**Exercise prompt:** Tally the lines below containing the word "center" and give that total alone.
─── Supplied material
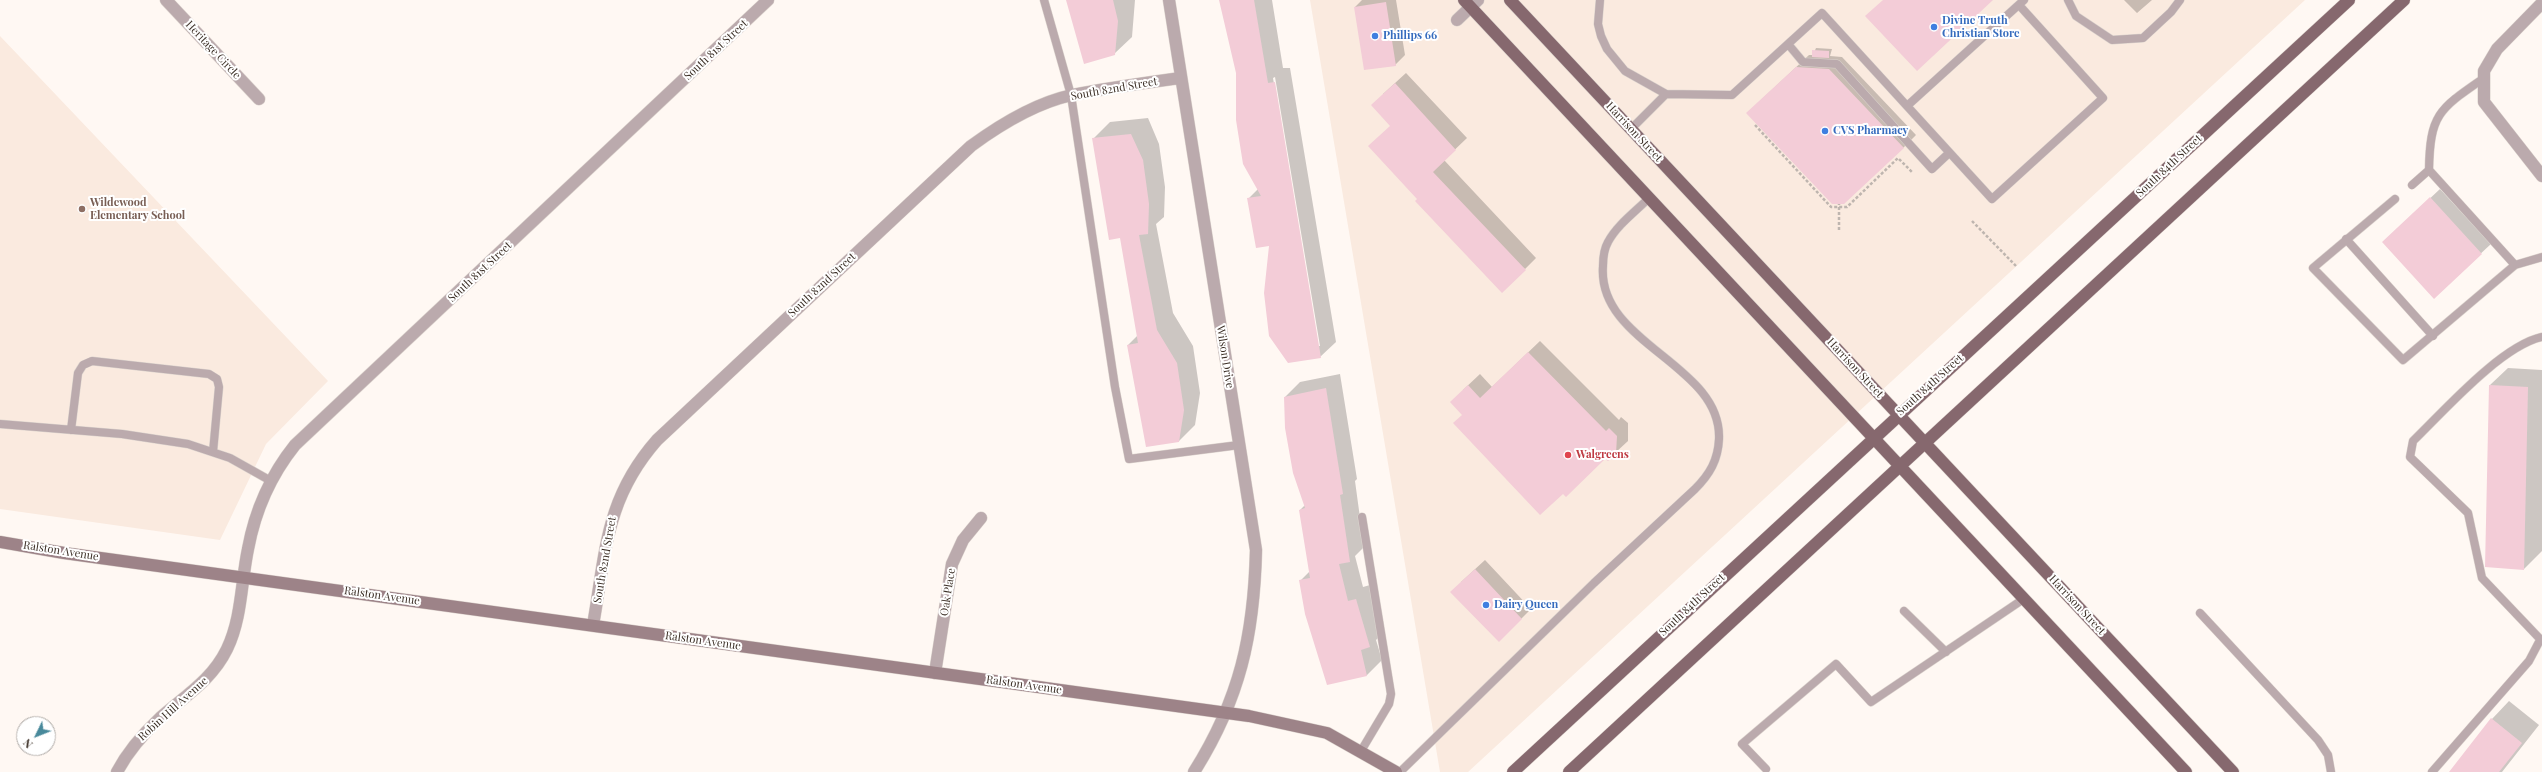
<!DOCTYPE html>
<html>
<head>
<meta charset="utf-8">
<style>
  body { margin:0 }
  #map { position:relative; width:2542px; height:772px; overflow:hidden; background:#fff8f3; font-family:"Playfair Display",serif }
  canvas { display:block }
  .north { position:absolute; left:16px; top:716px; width:40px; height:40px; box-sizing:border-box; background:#fff; border:1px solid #b1aca8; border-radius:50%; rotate:227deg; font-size:11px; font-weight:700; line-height:16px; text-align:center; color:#3b2f26 }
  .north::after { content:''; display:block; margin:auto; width:14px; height:18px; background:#48899b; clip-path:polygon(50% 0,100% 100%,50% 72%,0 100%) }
</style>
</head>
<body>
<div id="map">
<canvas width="2542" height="772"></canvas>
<div class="north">N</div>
</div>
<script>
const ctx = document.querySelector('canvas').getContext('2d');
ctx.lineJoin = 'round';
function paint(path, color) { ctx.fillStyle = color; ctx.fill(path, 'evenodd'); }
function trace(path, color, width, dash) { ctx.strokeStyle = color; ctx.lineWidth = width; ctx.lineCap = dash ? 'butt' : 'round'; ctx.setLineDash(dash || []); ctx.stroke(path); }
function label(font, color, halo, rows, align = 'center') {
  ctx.font = font + ' "Playfair Display",serif'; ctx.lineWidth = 4; ctx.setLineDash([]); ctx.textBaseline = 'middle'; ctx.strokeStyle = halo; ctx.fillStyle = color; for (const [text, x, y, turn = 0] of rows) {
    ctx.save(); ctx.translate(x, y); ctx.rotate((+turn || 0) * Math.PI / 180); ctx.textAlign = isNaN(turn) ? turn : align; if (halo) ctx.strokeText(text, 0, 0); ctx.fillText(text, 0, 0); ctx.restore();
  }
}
paint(new Path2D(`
  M 1310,0 L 2305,0 L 1468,772 L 1440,772 Z
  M 0,36 L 328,381 L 266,444 L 220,540 L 0,509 Z`), '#faeadf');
paint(new Path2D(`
  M 1067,0 L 1135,0 L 1132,37 L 1114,54 Z
  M 1220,0 L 1272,0 L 1283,68 L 1290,68 L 1336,342 L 1320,357 L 1248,199 L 1258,189 L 1237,73 ZM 1275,77 L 1320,346 L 1318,346 L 1273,78 Z
  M 1362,0 L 1396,0 L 1405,55 L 1395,65 L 1355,7 Z
  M 2124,0 L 2152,0 L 2137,13 Z
  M 1816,48 L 1832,49 L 1830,56 L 1842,57 L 1916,135 L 1903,148 L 1760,101 L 1809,55 L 1813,55 Z
  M 1406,73 L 1467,138 L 1444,160 L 1536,258 L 1525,269 L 1419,199 L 1391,126 L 1383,94 Z
  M 1148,118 L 1159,144 L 1165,187 L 1164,217 L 1156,224 L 1173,313 L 1193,346 L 1200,393 L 1195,425 L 1179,441 L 1128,345 L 1138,335 L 1121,237 L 1094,138 L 1110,122 Z
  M 2440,189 L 2491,244 L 2434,297 L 2393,233 Z
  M 1540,341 L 1619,420 L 1621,417 L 1628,423 L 1628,441 L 1615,453 L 1605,458 L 1463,415 L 1463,390 L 1480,374 L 1492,387 Z
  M 2508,368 L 2542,370 L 2542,551 L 2524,569 L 2490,385 Z
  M 1340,374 L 1357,479 L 1355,481 L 1364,547 L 1355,556 L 1363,587 L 1370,585 L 1384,632 L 1376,640 L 1382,660 L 1367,675 L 1328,684 L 1300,581 L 1310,571 L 1300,510 L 1305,505 L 1285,397 L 1300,382 Z
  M 1485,560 L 1531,609 L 1499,641 L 1461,582 Z
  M 2509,701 L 2539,725 L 2502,772 L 2450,772 L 2492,719 Z`), '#0003');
paint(new Path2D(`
  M 1066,0 L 1113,0 L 1118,21 L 1115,55 L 1084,64 Z
  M 1219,0 L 1254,0 L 1268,83 L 1275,82 L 1321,358 L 1288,363 L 1269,336 L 1264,293 L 1269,246 L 1256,248 L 1247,198 L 1261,196 L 1243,164 L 1236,120 L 1236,73 Z
  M 1883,0 L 1993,0 L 1917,71 L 1865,16 Z
  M 1386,2 L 1396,66 L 1364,70 L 1354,7 Z
  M 1812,50 L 1829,51 L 1829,58 L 1812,57 Z
  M 1796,67 L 1829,69 L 1904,148 L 1844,204 L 1832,204 L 1746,113 Z
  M 1395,83 L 1456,150 L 1433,172 L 1526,270 L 1502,293 L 1415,201 L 1417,199 L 1368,146 L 1390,126 L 1371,105 Z
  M 1131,134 L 1143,160 L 1149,204 L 1148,234 L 1139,235 L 1157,330 L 1177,363 L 1184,410 L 1179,442 L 1146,447 L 1127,345 L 1138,343 L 1120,238 L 1109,240 L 1092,138 Z
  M 2430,197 L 2482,254 L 2434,299 L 2382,242 Z
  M 1528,352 L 1606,431 L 1609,428 L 1617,436 L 1616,454 L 1608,461 L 1605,459 L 1566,497 L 1563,494 L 1540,515 L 1453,423 L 1462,415 L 1450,402 L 1468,385 L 1480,398 Z
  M 2489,385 L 2528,387 L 2524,570 L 2485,567 Z
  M 1326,388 L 1343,494 L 1340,495 L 1350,562 L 1339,564 L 1348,601 L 1356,599 L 1370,647 L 1361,650 L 1367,676 L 1327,685 L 1305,614 L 1299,580 L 1310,578 L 1299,510 L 1305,508 L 1293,473 L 1285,428 L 1284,397 Z
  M 1475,569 L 1522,619 L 1499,642 L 1450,592 Z
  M 2491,718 L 2522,743 L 2499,772 L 2449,772 Z`), '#f3ccd7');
const lane = new Path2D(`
  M 1044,0 L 1071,95 L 1115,387 L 1129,459 L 1239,445
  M 1600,0 L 1598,24 L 1601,36 L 1607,49 L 1625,71 L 1666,94 L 1732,95 L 1822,13 L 1992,199 L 2103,98 L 2019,5
  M 2068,0 L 2076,16 L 2112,40 L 2143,38 L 2171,12 L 2180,0
  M 1788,44 L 1803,62 L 1837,64 L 1932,169 L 1949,153
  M 2484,78 C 2439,109 2430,114 2429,170 L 2515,265 L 2542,257
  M 1907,106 L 2024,0
  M 1631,129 L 1666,94
  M 2412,185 L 2429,170
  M 2395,199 L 2313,268 L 2403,360 L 2515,265
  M 2346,239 L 2433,336
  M 2542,337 C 2501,346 2444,411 2413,441 L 2410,457 L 2468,513 L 2482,578 L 2542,641
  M 0,424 L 122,434 L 188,444 L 230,458 L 271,481
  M 71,430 L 78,373 L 83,365 L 92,361 L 209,374 L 217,379 L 219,387 L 213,452
  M 1904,611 L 1946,652
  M 2200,613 L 2318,740 L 2328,755 L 2331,772
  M 1361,751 L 1389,704 L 1391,694 L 1362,517
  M 1766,769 L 1742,744 L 1836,664 L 1871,702 L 2025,598
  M 1400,772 L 1594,583 L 1695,489 C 1710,474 1718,460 1719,439 C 1722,364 1597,344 1603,266 C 1603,258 1604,249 1608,242 C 1617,225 1635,212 1649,198
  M 2432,772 L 2529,661 L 2540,640`);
const street = new Path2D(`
  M 166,0 L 259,99
  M 1169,0 L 1256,550 C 1254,635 1240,699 1194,772
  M 2542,3 L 2497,49 L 2484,71 L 2484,102 L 2542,176
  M 1457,20 L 1478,0
  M 593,625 C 606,552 605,499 657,440 L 971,146 C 1001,124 1035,103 1072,95 C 1107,88 1144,83 1180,78
  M 935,673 L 952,564 L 963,540 L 981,518
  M 117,772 C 128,751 143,734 160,718 C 185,696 212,680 227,649 C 242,618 241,582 248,549 C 255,511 271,475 295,445 L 768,0`);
const secondary = new Path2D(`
  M 0,542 L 64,553 L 1249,716 L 1327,733 L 1396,772`);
const primary = new Path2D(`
  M 1464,0 L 2186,772
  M 1510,0 L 2233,772
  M 1513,772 L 2349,0
  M 1569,772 L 2404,0`);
trace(lane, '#dcd4ce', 9);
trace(street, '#dcd4ce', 13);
trace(secondary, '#dcd4ce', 13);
trace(primary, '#dcd4ce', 13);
trace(new Path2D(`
  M 1755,125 L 1831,207 L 1847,207 L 1898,158 L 1912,172
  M 1972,221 L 2016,266
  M 1839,230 L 1839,204`), '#beb5af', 2.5, [3, 2]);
trace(lane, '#bbaaad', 8);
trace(street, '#bbaaad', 12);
trace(secondary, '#9d8388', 12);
trace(primary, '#86686e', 12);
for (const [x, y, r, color] of [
  [1934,27,4,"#3f7fe0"],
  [1375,36,4,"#3f7fe0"],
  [1825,131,4,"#3f7fe0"],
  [82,209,4,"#8d6e63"],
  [1568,455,4,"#e0444e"],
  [1486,605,4,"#3f7fe0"]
]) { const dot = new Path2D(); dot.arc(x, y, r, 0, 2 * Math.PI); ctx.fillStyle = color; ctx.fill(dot); trace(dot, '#fff', 1.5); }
label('bold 11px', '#366cbe', '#fff', [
  ["Divine Truth",1942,21],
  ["Christian Store",1942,34],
  ["Phillips 66",1383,36],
  ["CVS Pharmacy",1833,131],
  ["Dairy Queen",1494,605]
], 'left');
label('11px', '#3b2f26', '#fff', [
  ["Heritage Circle",213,50,47],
  ["South 81st Street",716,50,-43],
  ["South 82nd Street",1114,89,-10],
  ["Harrison Street",1634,132,47],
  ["South 84th Street",2169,166,-43],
  ["South 81st Street",480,272,-43],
  ["South 82nd Street",822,285,-43],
  ["Wilson Drive",1225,357,81],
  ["Harrison Street",1855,368,47],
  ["South 84th Street",1930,385,-42],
  ["Ralston Avenue",61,551,9],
  ["South 82nd Street",605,560,-80],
  ["Oak Place",948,592,-81],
  ["Ralston Avenue",382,596,8],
  ["South 84th Street",1692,605,-43],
  ["Harrison Street",2077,605,47],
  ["Ralston Avenue",703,641,8],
  ["Ralston Avenue",1024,685,8],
  ["Robin Hill Avenue",173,709,-42]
]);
label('bold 11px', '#785e54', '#fff', [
  ["Wildewood",90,203],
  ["Elementary School",90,216]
], 'left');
label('bold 11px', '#be3a42', '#fff', [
  ["Walgreens",1576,455]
], 'left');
</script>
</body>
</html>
──────
**Completed task:** 2